Your answer should consist of every line in the records that holds "butt".
----
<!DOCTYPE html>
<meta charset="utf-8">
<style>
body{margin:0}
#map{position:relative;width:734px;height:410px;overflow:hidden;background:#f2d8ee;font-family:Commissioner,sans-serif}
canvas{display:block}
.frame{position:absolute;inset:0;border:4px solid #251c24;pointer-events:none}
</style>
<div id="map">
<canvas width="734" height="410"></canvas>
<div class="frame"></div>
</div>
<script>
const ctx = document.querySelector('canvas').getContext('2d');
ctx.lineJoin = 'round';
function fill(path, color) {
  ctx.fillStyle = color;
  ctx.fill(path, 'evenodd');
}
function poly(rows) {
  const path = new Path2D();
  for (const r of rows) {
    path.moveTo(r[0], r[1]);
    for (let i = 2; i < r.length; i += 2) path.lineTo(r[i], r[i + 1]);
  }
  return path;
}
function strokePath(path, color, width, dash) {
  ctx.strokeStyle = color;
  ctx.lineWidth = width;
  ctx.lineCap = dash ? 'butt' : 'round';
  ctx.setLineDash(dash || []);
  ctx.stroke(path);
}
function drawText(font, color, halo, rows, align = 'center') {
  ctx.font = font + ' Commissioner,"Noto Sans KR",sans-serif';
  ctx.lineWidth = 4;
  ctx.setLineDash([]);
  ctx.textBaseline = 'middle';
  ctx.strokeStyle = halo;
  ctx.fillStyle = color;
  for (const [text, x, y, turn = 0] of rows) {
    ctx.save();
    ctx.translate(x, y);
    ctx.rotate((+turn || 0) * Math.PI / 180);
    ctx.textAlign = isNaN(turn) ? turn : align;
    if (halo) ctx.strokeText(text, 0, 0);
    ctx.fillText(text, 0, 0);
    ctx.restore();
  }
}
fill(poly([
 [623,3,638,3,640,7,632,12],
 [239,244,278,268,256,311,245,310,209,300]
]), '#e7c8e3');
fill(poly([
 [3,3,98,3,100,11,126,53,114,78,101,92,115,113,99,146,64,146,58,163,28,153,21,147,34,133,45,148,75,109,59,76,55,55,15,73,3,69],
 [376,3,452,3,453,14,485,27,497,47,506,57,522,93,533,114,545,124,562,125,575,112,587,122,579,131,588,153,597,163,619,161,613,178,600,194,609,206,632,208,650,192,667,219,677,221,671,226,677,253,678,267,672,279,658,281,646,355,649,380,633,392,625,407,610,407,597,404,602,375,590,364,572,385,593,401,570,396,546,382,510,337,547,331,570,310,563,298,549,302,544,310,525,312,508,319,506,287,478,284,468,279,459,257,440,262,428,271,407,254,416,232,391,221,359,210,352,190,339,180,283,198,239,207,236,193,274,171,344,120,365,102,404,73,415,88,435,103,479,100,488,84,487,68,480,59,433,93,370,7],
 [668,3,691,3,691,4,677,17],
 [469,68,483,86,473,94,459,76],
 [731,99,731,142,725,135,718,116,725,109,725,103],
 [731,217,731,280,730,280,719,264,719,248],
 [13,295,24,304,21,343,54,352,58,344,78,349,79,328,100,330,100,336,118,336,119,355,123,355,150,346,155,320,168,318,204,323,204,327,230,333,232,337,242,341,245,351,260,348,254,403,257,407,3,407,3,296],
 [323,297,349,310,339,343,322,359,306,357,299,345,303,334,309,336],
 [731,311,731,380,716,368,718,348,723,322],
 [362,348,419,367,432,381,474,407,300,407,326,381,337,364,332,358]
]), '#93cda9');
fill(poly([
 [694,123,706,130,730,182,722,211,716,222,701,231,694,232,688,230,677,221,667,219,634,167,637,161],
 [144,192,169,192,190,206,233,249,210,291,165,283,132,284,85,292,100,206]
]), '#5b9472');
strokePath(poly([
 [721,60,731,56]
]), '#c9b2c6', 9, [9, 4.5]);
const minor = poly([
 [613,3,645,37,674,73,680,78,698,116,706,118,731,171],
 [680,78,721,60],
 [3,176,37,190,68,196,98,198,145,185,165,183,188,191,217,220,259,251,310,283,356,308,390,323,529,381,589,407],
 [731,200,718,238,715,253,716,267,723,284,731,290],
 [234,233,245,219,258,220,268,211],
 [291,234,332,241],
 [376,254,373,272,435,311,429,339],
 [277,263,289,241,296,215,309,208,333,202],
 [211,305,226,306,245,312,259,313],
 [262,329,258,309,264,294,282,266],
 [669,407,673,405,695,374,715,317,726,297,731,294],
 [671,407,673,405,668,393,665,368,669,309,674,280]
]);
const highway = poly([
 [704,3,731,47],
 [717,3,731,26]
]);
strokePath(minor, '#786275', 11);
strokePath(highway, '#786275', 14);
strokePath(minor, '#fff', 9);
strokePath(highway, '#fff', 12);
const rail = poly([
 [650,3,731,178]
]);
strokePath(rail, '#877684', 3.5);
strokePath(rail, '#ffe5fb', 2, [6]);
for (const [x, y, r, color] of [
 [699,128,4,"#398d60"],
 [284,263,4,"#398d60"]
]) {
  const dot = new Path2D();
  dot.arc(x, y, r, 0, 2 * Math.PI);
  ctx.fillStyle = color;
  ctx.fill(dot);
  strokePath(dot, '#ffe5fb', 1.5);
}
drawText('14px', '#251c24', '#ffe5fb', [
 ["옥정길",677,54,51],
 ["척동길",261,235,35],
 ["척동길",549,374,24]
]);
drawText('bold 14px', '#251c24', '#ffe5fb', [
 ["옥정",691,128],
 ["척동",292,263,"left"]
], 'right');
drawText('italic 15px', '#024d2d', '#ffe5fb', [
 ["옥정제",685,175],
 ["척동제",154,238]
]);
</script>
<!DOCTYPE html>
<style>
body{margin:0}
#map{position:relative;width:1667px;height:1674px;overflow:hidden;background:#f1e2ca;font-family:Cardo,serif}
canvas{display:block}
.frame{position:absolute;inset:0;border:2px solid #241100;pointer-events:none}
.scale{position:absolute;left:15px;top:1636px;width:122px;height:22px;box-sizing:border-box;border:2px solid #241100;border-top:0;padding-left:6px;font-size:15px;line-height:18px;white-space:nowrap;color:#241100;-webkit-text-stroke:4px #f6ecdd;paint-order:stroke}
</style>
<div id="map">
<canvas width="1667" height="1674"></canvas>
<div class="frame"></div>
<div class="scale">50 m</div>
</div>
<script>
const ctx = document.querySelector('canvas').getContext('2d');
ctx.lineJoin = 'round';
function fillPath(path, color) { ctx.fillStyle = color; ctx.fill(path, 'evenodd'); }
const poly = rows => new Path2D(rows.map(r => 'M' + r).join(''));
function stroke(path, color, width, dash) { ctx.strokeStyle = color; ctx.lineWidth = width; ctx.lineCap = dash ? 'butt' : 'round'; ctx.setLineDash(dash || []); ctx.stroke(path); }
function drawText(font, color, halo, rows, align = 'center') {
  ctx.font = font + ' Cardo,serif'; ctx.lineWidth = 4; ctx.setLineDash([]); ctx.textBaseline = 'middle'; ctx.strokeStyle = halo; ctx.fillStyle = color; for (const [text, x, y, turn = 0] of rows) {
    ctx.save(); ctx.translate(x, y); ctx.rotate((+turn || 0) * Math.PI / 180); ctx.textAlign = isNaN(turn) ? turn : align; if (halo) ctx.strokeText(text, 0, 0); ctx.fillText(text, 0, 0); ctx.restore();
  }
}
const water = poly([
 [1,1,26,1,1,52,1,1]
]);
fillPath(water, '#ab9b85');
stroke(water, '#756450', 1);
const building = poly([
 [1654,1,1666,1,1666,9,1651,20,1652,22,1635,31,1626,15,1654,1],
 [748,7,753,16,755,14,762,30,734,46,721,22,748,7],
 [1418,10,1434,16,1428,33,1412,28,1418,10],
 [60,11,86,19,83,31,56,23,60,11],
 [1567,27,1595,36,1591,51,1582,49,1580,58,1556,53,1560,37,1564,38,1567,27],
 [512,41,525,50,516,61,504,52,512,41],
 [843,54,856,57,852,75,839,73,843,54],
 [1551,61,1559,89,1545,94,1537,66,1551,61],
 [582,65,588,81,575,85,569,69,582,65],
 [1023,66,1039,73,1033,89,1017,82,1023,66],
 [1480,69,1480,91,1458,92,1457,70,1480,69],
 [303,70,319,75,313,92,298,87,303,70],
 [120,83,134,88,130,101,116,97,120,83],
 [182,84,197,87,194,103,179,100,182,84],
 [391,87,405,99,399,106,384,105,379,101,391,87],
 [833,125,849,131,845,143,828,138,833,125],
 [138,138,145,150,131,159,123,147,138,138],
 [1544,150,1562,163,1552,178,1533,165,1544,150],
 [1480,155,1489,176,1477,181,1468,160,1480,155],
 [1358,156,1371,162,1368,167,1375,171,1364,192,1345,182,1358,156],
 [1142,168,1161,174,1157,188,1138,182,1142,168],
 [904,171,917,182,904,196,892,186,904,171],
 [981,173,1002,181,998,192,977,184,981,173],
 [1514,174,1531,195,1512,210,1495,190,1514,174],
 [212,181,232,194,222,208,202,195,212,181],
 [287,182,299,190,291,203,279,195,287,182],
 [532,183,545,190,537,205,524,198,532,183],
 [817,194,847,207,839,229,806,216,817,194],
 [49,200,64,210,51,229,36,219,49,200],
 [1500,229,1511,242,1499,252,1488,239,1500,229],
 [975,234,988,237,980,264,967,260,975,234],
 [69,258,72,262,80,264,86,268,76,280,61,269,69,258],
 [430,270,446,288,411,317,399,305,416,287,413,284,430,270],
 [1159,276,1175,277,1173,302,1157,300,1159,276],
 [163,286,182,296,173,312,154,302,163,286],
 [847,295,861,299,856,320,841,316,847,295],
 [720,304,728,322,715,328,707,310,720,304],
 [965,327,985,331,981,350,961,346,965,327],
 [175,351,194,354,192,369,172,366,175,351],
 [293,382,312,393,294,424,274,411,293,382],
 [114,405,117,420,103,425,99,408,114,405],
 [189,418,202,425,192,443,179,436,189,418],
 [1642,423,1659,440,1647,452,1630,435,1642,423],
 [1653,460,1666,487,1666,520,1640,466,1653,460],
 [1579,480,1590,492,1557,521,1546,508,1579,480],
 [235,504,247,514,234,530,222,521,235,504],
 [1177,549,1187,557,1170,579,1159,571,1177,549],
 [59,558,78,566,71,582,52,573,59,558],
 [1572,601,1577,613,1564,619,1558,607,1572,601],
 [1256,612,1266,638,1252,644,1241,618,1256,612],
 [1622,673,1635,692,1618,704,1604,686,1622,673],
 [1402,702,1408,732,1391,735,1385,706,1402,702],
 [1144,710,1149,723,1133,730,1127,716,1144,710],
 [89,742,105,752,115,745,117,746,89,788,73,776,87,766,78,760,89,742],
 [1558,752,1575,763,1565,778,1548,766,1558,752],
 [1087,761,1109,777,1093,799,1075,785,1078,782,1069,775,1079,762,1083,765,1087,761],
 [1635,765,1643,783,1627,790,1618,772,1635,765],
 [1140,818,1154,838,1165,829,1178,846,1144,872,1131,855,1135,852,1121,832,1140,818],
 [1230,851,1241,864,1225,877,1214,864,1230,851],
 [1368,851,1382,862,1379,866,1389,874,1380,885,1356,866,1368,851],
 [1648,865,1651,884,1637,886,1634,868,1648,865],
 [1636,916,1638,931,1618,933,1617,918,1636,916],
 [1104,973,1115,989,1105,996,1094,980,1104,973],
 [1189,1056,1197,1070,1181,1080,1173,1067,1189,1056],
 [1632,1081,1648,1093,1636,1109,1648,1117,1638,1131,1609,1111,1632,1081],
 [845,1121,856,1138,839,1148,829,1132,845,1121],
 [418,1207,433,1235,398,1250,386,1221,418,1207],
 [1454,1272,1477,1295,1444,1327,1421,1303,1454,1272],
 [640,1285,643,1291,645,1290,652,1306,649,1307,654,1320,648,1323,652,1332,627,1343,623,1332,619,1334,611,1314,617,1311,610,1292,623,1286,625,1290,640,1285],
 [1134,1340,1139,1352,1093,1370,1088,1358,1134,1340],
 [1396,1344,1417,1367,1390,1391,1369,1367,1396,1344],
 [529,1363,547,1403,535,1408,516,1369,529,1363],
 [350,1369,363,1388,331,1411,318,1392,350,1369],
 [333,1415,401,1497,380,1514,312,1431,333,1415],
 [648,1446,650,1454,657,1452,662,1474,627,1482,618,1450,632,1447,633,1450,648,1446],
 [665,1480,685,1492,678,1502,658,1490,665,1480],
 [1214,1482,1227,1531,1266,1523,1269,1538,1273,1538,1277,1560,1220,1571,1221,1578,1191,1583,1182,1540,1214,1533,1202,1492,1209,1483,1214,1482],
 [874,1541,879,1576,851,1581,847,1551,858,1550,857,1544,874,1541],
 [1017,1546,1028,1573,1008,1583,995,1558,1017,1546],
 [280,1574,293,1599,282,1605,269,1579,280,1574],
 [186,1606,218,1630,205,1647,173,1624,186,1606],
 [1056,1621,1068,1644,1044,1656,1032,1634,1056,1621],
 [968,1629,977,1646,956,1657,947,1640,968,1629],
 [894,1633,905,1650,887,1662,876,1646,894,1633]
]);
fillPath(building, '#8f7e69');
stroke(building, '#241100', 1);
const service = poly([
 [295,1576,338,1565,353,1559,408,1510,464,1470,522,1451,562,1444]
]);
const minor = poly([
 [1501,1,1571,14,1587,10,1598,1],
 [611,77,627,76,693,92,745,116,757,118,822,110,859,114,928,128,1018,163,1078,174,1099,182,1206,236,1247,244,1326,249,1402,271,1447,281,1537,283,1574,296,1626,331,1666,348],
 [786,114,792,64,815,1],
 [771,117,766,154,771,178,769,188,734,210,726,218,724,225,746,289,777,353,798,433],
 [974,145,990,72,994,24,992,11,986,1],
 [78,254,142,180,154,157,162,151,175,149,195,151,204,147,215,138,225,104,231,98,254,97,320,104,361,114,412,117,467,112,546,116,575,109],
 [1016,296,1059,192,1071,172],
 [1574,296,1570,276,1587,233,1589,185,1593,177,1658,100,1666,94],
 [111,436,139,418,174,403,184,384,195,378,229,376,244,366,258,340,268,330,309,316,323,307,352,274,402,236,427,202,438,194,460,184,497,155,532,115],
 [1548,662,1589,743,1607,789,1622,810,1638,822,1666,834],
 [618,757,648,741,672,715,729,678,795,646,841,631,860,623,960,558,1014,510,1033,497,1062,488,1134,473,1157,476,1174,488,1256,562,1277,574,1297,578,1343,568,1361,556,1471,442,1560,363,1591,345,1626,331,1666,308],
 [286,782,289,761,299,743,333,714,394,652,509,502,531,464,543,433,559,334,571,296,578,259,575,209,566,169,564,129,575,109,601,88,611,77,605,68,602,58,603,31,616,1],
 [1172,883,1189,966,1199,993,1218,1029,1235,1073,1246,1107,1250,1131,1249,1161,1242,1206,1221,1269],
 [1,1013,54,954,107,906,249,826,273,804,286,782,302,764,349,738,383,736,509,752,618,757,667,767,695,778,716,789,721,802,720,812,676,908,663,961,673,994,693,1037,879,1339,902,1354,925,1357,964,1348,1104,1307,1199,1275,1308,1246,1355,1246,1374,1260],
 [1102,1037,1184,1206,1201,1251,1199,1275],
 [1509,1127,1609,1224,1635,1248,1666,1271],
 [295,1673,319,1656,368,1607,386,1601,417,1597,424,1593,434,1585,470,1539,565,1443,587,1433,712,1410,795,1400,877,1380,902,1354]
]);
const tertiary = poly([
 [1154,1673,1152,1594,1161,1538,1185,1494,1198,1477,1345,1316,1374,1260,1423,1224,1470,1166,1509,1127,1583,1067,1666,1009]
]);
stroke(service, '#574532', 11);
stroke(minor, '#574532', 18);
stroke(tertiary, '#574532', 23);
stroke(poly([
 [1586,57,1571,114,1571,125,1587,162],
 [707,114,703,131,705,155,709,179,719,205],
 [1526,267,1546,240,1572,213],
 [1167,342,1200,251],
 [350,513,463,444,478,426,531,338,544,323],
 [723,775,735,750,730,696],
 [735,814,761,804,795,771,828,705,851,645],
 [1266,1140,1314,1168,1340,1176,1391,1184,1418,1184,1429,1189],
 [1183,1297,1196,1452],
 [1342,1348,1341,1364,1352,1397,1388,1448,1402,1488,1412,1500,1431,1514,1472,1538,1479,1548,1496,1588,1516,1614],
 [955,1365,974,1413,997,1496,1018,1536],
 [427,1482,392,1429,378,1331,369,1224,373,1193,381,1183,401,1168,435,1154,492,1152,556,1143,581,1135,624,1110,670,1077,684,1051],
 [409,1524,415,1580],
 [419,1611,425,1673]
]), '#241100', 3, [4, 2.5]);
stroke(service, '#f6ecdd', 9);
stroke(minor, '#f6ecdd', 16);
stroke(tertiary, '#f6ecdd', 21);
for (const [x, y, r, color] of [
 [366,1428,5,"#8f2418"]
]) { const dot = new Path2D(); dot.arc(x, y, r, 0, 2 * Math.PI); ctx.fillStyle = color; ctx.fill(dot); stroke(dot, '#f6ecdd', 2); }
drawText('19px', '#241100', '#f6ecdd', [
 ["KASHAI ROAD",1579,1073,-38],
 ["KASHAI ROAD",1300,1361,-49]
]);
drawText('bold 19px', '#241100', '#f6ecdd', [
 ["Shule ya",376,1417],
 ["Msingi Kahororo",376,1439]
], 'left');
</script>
----
▸ RESULT:
  ctx.lineCap = dash ? 'butt' : 'round';
function stroke(path, color, width, dash) { ctx.strokeStyle = color; ctx.lineWidth = width; ctx.lineCap = dash ? 'butt' : 'round'; ctx.setLineDash(dash || []); ctx.stroke(path); }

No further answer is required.